Proteomics Facility

  • Tryptic Digest Procedure for Silver Stained Gels

    1. When using silver staining, the Tryptic Digest technique needs to be modified in order to successfully use MALDI-TOF MS for protein identification (Shevchenko, A., et al., 1996). There are commercially available silver staining kits that are designed for MS compatibility (SilverQuest Kit from Invitrogen and Proteosilver Plus Stain Kit from Sigma-Aldrich).
    2. Speedvac gel pieces to COMPLETE dryness
    3. For reduction and alkylation, see Procedure for Reduction and Alkylation
    4. Add 0.1 µg modified trypsin per 15 mm3 of gel in 15 µl 10 mM NH4HCO3 to all samples and the blank
    5. Let stand for 5-10 minutes to allow enzyme/buffer solution to absorb into the gel
    6. Add an additional 20 µl 10 mM NH4HCO3 that does not contain enzyme
    7. Incubate at 37° C for 16-24 hours
    8. Remove supernatant containing peptides and add to a 1.5 ml Eppendorf prewashed (see step 1 ) tube.
    9. Extract the gel by adding 50 µl 0.1% TFA, 60% CH3CN and shaking at room temperature for 60 minutes (use more volume if necessary)
    10. Repeat steps 19 and 20
    11. Combine extracts with the supernatant from step 18
    12. Submit sample for MALDI-TOF MS and LTQ MS/MS analysis

    Hints For In Gel Digest Procedure

    • Always wear gloves when handling the gel
    • Avoid dust, which contains sheep and human keratins. Wipe down work surfaces, tubes and scalpel with lint-free cloth moistened with methanol/water solution
    • Excise the band from the gel with a sharp scalpel in such a manner as to avoid removing excess gel
    • Place the excised band in an Eppendorf tube (that does not contain a rubber O-ring) and freeze.

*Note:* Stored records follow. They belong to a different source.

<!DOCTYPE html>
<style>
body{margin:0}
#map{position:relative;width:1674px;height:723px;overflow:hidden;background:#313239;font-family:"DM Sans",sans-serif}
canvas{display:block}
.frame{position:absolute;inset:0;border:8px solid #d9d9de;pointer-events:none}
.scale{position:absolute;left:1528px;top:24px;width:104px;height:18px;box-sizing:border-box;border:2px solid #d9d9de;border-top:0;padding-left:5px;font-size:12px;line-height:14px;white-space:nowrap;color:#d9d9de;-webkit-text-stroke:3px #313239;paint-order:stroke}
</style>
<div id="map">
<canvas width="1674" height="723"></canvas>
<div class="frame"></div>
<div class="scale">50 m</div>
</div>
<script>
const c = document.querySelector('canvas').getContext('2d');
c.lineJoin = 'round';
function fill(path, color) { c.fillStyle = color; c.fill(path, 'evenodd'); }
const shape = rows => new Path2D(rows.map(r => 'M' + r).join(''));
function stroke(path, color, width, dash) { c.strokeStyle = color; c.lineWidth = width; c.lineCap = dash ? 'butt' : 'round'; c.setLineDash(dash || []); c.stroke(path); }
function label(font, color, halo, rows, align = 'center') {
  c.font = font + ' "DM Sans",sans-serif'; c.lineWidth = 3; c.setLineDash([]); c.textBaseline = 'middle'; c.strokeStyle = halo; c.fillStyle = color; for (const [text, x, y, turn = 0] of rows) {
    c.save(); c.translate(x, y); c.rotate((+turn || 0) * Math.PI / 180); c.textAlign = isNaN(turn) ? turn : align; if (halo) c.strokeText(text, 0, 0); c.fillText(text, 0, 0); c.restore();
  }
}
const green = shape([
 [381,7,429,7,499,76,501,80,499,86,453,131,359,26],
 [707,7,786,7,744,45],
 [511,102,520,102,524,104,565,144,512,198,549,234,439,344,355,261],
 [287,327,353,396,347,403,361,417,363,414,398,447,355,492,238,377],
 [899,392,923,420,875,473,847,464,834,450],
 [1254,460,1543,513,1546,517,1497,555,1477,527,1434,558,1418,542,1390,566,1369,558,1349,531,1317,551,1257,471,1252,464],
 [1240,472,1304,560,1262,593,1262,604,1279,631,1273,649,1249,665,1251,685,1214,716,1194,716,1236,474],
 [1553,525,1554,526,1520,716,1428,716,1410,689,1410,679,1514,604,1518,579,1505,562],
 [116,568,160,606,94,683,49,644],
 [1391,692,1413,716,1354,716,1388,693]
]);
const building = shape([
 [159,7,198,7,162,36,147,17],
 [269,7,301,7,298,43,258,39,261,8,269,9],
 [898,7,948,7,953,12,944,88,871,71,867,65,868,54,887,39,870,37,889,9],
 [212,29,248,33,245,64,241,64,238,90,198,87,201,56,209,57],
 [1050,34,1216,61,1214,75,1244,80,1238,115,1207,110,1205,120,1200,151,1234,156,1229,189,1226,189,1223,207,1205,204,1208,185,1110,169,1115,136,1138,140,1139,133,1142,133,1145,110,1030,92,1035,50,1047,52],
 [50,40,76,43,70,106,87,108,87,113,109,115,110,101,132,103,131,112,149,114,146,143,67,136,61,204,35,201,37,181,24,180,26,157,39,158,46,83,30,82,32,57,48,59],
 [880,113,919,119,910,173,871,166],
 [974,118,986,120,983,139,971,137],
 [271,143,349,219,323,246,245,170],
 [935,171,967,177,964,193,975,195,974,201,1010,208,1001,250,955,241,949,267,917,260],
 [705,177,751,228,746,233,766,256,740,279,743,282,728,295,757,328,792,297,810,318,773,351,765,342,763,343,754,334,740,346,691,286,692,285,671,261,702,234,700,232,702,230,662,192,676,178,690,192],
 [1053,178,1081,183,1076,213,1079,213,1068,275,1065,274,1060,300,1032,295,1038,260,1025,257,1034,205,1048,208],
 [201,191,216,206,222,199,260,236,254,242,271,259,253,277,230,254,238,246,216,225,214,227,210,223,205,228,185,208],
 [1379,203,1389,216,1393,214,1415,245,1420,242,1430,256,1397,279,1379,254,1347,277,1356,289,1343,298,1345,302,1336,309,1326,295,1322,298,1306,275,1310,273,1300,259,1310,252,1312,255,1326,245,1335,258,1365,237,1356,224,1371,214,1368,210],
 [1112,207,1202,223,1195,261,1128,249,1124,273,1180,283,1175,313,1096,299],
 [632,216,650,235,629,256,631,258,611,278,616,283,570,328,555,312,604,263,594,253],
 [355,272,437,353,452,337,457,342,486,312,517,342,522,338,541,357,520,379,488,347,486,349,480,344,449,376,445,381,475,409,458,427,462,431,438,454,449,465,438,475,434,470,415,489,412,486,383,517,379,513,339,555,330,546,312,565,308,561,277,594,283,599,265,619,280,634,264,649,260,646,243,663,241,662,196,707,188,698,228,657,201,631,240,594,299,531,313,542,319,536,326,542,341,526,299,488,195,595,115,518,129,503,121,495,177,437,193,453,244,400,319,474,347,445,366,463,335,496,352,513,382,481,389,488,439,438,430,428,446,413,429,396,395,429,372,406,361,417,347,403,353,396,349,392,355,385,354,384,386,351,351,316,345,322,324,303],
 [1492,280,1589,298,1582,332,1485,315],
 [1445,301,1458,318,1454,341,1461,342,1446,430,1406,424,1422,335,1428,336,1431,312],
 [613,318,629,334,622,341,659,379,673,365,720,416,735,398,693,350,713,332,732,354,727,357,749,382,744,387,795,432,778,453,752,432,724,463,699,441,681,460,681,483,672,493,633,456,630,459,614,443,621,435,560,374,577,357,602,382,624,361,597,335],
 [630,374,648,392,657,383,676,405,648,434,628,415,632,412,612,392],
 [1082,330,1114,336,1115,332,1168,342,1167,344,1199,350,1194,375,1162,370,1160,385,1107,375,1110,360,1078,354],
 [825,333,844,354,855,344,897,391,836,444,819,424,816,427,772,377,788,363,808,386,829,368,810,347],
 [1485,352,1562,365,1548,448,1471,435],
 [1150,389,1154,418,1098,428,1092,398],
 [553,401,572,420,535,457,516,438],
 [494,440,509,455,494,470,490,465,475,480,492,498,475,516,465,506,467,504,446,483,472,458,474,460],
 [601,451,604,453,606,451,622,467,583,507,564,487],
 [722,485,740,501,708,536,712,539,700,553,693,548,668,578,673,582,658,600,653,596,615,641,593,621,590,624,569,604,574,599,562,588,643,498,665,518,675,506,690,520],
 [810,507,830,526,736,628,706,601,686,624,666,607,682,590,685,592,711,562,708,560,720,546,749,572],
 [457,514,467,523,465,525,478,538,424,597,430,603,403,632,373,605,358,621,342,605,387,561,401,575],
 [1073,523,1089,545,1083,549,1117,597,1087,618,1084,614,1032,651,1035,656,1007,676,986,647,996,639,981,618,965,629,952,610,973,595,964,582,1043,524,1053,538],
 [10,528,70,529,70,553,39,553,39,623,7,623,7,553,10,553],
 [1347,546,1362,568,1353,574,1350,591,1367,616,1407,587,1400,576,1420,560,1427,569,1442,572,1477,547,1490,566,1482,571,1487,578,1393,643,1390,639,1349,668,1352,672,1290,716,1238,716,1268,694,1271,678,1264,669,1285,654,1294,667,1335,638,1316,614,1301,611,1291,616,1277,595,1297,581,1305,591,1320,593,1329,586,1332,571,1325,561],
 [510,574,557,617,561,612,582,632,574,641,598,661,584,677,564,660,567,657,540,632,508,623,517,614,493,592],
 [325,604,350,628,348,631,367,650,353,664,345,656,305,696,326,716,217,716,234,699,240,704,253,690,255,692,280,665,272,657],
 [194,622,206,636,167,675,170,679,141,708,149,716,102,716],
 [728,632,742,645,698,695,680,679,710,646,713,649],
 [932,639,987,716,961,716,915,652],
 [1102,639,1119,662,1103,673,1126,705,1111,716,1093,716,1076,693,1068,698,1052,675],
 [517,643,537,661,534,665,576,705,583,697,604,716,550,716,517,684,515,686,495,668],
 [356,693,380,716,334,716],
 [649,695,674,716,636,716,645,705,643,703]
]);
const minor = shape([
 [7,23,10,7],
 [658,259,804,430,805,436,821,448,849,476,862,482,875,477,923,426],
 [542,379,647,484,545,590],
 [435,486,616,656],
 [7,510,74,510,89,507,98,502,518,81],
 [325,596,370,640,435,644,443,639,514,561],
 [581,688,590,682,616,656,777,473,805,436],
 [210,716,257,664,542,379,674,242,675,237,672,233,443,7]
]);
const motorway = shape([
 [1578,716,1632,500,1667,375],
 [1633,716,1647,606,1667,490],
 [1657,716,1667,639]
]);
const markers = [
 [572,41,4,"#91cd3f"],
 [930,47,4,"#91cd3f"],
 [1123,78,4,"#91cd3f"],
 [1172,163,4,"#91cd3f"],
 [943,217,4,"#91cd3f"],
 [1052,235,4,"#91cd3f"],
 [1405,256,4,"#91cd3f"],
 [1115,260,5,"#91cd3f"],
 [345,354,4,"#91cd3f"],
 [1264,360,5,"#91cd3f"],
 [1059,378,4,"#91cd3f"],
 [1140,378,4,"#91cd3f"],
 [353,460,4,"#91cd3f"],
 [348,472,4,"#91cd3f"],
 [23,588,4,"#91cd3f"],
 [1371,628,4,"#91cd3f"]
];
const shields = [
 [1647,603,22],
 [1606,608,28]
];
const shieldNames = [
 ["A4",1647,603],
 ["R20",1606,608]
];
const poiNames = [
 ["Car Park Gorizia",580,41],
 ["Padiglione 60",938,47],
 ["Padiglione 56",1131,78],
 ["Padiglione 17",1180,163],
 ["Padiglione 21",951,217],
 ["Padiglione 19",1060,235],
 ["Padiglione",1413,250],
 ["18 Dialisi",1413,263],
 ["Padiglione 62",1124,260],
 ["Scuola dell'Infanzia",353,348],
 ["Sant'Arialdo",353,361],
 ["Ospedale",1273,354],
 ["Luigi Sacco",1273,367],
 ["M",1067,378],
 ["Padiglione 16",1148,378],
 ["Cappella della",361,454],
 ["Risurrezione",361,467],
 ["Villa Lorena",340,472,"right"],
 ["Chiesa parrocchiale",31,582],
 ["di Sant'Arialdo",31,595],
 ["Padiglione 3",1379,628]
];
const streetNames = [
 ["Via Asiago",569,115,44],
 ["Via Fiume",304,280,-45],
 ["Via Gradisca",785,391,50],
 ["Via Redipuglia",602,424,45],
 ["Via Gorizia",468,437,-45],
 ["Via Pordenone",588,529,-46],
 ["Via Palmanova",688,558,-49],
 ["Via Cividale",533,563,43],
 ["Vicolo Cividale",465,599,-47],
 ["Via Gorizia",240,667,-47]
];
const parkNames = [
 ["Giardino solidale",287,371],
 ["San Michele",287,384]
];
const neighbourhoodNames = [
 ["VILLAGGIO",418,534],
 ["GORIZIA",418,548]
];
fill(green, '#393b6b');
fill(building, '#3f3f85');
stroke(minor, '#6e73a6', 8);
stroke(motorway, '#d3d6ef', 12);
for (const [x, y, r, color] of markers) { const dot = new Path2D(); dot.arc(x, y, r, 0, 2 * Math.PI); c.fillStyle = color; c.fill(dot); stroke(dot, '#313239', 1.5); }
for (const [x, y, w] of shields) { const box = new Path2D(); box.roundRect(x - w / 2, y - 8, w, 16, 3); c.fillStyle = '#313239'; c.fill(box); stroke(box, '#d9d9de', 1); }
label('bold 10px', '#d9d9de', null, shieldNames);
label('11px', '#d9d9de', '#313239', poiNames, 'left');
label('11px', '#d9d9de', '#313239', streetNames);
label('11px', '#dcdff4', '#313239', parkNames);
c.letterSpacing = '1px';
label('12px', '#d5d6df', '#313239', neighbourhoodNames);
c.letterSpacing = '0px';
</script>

Do not leave the gel in destain buffer or in any other liquid. Also, it is not necessary to dry the gel band.
    • Excise a similar size piece of "blank" gel (that does not contain any protein) and put it in a separate Eppendorf tube so that this blank section of gel can be used as a control to identify artifact peaks.
    • Cut the gel bands into pieces that are ~1-2 mm3 in size
    • Solvents should be the highest purity. Use distilled and deionized water.
    • Use siliconized tubes to reduce contact with plastics.
    • Use only sequencing grade trypsin. This may be obtained from Promega or Sigma.
    • For reasons of reagent quality and sample concentration, we prefer investigators submit the sample after finishing step 18.

    References

    Shechenko, A.; Wilm, M.; Vorm, O.; Mann, M. Mass spectrometric sequencing of proteins from silver-stained polyacrylamide gels. Electrophoresis, 1996, 68, 850-858.

    Jimenez, C.R., Huang, L., Qiu, Y., and Burlingame, A.L. Current Protocols in Protein Science, John Wiley and Sons: New York, 1998; pp 16.4.1-16.4.5

    Kinter, M.; Sherman, N.E. Protein Sequencing and Identification Using Tandem Mass Spectrometry; Wiley-Interscience: New York, 2000; Chapter 6.